Angolan Justice Minister Announces Recovery of More Than $5 Billion Stolen from Angolan Government

On December 17, Reuters reported that Angolan Minister of Justice Francisco Queiroz announced that in 2019 Angola had recovered more than $5 billion that had been stolen from state funds, both in Angola and elsewhere.  Speaking at the Conference of States Parties to the United Nations Convention against Corruption in Abu Dhabi, Queiroz reportedly stated that the money, which included $3 billion stolen from Angola’s sovereign wealth fund, “had been siphoned off by corruption and money-laundering.”

While Queiroz did not specify how the money was stolen, he declared that “[w]e have argued insistently that these important resources should be returned unconditionally to the countries from which they were illegally withdrawn in order to be used to improve the quality of life of our populations.”  In a separate statement, the Angolan Government disclosed that “a business partner” had returned more than $3 billion allegedly stolen from the sovereign wealth fund.

Queiroz also stated, according to the Angolan Government’s website, that the Government, led by President João Lourenço, “has chosen the fight against corruption and impunity as the main axes of the political agenda.
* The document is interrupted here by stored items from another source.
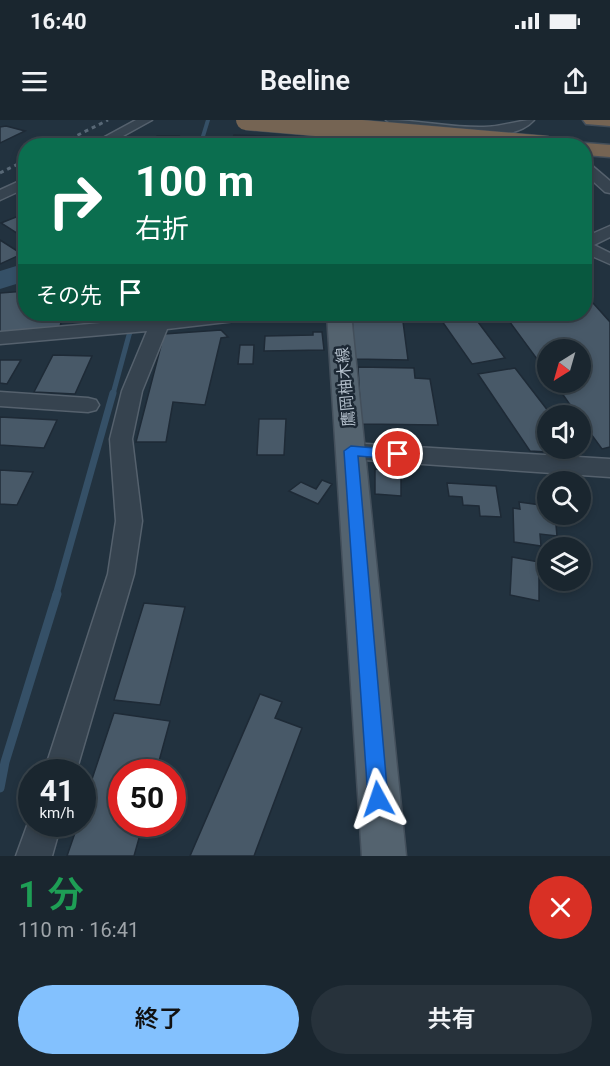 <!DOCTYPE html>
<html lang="ja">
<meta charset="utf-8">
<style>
body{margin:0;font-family:Roboto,"Noto Sans JP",sans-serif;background:#27323b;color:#f1f3f6;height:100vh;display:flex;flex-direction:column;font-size:22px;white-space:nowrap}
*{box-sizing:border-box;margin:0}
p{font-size:20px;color:#9fa5aa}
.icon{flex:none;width:33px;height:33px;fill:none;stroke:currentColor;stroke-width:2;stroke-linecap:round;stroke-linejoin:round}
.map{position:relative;height:736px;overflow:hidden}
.sheet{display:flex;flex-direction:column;background:#1a262f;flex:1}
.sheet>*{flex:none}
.guide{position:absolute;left:18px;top:18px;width:574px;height:183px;border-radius:24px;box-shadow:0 3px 9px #0003,0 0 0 2px #38434b;background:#0b6e4f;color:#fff;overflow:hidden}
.needle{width:39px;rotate:217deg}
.buttons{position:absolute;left:537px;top:219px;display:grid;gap:12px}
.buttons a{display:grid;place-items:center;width:54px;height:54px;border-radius:50%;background:#1a262f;box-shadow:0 3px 9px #0003,0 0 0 2px #38434b;font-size:30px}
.speed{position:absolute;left:18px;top:639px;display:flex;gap:12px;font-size:30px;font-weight:700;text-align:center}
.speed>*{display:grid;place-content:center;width:78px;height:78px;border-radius:50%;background:#1a262f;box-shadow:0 3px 9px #0003,0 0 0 2px #38434b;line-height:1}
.speed small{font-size:15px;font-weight:400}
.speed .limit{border:9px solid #d22;background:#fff;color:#111}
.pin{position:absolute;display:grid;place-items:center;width:51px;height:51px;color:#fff;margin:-26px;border:3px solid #fff;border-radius:50%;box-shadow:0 2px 6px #0007}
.me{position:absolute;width:66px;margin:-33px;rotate:355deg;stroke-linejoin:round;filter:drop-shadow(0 0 4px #0008)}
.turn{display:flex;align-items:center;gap:21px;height:126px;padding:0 18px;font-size:27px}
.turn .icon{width:78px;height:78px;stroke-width:2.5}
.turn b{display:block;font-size:42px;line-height:51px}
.then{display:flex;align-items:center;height:57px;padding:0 18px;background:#0003;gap:12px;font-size:22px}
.round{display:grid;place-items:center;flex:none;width:63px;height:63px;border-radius:32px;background:#27323b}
.summary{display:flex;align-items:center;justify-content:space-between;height:102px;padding:0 18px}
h1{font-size:36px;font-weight:600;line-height:45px;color:#1e9e55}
.primary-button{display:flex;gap:12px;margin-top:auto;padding:12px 18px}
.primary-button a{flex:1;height:69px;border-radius:36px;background:#83c1fe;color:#111;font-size:24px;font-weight:600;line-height:69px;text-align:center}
.primary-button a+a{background:#27323b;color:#f1f3f6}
.status{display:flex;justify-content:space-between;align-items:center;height:42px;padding:0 30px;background:#1a262f;direction:ltr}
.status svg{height:16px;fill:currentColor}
header{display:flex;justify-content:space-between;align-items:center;height:78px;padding:0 18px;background:#1a262f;font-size:27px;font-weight:600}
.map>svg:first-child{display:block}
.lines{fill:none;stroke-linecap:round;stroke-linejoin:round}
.stream-far3{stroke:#355067;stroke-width:4}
.stream-far2{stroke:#355067;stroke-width:5}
.stream-far1{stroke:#355067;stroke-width:7}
.stream{stroke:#355067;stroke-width:9}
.river{fill:#355067;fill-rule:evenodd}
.building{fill:#485968;stroke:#1e2a36;stroke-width:1.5}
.minor-casing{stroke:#55616d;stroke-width:3}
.major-casing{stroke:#434f5b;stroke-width:3}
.highway-casing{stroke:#424e5a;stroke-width:3}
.minor{fill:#36434f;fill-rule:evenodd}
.major{fill:#54636f;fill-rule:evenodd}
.highway{fill:#756453;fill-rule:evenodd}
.rail{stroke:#586876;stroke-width:3;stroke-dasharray:4 4;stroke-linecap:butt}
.highway-bridge-casing{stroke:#424e5a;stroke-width:21;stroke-linecap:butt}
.highway-bridge{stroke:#756453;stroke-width:20}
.route{fill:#1a73e8;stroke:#114b97;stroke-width:1.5}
.labels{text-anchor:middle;stroke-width:5;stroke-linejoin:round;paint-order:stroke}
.street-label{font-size:16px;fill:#b2beca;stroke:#1c2834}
</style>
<div class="status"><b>16:40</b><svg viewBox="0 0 49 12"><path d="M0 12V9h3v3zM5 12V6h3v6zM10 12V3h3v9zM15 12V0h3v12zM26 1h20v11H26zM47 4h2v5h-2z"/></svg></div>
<header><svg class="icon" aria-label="menu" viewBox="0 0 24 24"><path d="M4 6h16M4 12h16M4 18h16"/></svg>Beeline<svg class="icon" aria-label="share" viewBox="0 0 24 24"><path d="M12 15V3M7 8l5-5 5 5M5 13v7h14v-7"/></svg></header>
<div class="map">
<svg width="610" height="736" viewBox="0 0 610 736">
<rect width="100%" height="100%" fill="#22323f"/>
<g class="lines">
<!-- stream-far3 -->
<path class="stream-far3" d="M200,26L208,0"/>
<!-- stream-far2 -->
<path class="stream-far2" d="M113,274L129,215L138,194"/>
<!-- stream-far1 -->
<path class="stream-far1" d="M56,475L113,273"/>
<!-- stream -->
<path class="stream" d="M0,668L5,642L57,474"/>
<!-- river -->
<path class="river" d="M26,143V161L0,169V151Z"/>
</g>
<!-- building -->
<path class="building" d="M6,6L25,11L0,23V7Z
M234,15L286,17L284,26H230Z
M157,16H179L174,26H152Z
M21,95L26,97V119L1,103Z
M0,120L22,134L0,144Z
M26,171V194H63L59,211L0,215V173Z
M585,174L610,202V327L602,329L580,299V296H578L554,262H580V230H548V254L504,194H585Z
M352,194H402L408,240L354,239Z
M437,194H472L505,238L472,244Z
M221,210L228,217L221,218L205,285L173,282L166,322H136L164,214Z
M313,212H322L324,230L264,231L265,216L313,215Z
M240,225H254L253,244H238Z
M53,235L92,236L75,274L34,272Z
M0,240H21L7,264L0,263Z
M358,247L414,248L415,258L430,259L438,305L361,304Z
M515,248L552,296H548V328H577L581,334L530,331L478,254Z
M0,297L57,300L44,328L0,325Z
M259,299H286L284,335H257Z
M375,349L401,351V376L375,374Z
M0,350L33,352L17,385L0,384Z
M322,360L332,364L318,384L289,371L301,362L316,369Z
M447,363L496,366L501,397L480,396L479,386L463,385L462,377L449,376Z
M519,382L548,386V394H555L557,416L540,414L541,426L514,422L513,388L520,389Z
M512,437L539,442V481L510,475Z
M144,483L185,487L160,585L114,580Z
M260,574L282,582L275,598L302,608L254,736H190Z
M114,593L170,601L156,652H122V704H143L134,736H67L78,704H82V689Z"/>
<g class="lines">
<defs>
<path id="minor" d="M136,0H152L105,26H88Z
M386,0C419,0 451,8 484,7C502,7 517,0 534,0C511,26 447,13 417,8C407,6 393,6 386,0Z
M323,19L348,22L354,26H318L316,23L318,20Z
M585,43L590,44L610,61V73L605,72L585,54Z
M26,58V68L0,80V70Z
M610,106V117L594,125L610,133V144L585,133V117Z
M201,194H253L251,198L244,200L167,209L142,271L132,319L142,401L134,454L76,652H44L108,454L116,401L110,319L122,271L147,211L0,224V212Z
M0,272L88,278L96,280L99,285L96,290L88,292L0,286Z
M350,323L610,339V357L350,339L342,337L339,331L342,325Z
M32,692V704H61L52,736H16Z"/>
<path id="major" d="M313,0H329L331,26H315Z
M327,194H351L406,736H362Z"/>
<path id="highway" d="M583,0H610V6L586,4Z
M585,23L610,25V37L585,35V26H578Z"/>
</defs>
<!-- minor casing -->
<use href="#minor" class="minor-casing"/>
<!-- major casing -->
<use href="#major" class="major-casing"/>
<!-- highway casing -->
<use href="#highway" class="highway-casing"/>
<!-- minor -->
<use href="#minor" class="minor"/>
<!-- major -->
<use href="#major" class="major"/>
<!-- highway -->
<use href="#highway" class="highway"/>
<!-- rail -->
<path class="rail" d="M56,26L108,0
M0,53L26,40"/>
<defs>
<path id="highway-bridge" d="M246,0L548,26"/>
</defs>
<!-- highway-bridge casing -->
<use href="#highway-bridge" class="highway-bridge-casing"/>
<!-- highway-bridge -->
<use href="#highway-bridge" class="highway-bridge"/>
</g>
<!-- route -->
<path class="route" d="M351,326L398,330L404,334L398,339L358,336L388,679L385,686L378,689L371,686L368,679L344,331Z"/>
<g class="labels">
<!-- street labels -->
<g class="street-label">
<text transform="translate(345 267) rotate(-95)" y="6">鷹岡柚木線</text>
</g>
</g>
</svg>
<div class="buttons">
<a><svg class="needle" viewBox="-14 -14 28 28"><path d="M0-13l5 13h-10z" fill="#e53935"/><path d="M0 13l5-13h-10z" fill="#9fa5aa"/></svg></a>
<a><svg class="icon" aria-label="sound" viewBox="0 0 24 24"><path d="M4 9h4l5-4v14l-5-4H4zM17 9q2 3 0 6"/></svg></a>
<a><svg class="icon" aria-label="search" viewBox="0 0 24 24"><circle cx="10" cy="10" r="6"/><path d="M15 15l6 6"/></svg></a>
<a><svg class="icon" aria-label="layers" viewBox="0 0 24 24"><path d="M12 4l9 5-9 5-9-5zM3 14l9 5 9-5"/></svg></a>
</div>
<div class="speed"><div>41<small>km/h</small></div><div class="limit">50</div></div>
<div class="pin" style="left:398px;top:334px;background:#d93025"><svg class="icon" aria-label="arrive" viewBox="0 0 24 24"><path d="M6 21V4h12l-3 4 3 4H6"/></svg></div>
<svg class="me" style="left:378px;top:679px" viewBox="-20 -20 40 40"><path d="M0-17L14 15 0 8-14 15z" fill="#1a73e8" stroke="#fff" stroke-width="4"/></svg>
<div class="guide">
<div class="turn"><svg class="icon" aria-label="right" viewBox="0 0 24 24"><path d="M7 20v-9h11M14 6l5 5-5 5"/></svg><div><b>100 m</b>右折</div></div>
<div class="then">その先<svg class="icon" aria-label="arrive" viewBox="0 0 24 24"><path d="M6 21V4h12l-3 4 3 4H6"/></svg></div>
</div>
</div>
<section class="sheet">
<div class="summary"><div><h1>1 分</h1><p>110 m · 16:41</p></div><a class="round" style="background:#d93025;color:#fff"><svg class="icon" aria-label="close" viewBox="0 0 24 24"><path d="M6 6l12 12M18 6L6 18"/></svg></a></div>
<div class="primary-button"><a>終了</a><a>共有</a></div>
</section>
As a result, he said, a genuine crusade against corruption and related phenomena is under way, with a greater focus on crimes involving managers and public officials.”  He added “that as a result of prevention, through campaigns of moralization, awareness and education, programs in the media, there is an awareness of the evil that represents corruption in the country.”

N.B.:  Queiroz’s announcement provides a notable benchmark for the Angolan government’s efforts against deeply entrenched corruption since 2017, when Lourenço succeeded José Eduardo dos Santos as Angola’s President after nearly four decades of dos Santos’s autocratic rule.  Thus far, Lourenço’s campaign has included the ouster of dos Santos’s son José Filomeno dos Santos as head of the sovereign wealth fund and dos Santos’s daughter Isabel dos Santos as head of the state-owned oil company Sonangol, as well as the head of the Angolan army and the head of Angola’s foreign intelligence agency.  More recently, on December 9 José dos Santos appeared before the Angolan Supreme Court, together with three co-defendants, on charges of money laundering and embezzlement.

Lourenço’s early anti-corruption actions may have left some observers skeptical that his campaign was more of a vendetta against the dos Santos regime and less of a genuine systematic anti-corruption campaign.  With these latest developments, however, there is reason to hope that that campaign is sincerely intended and sustainable.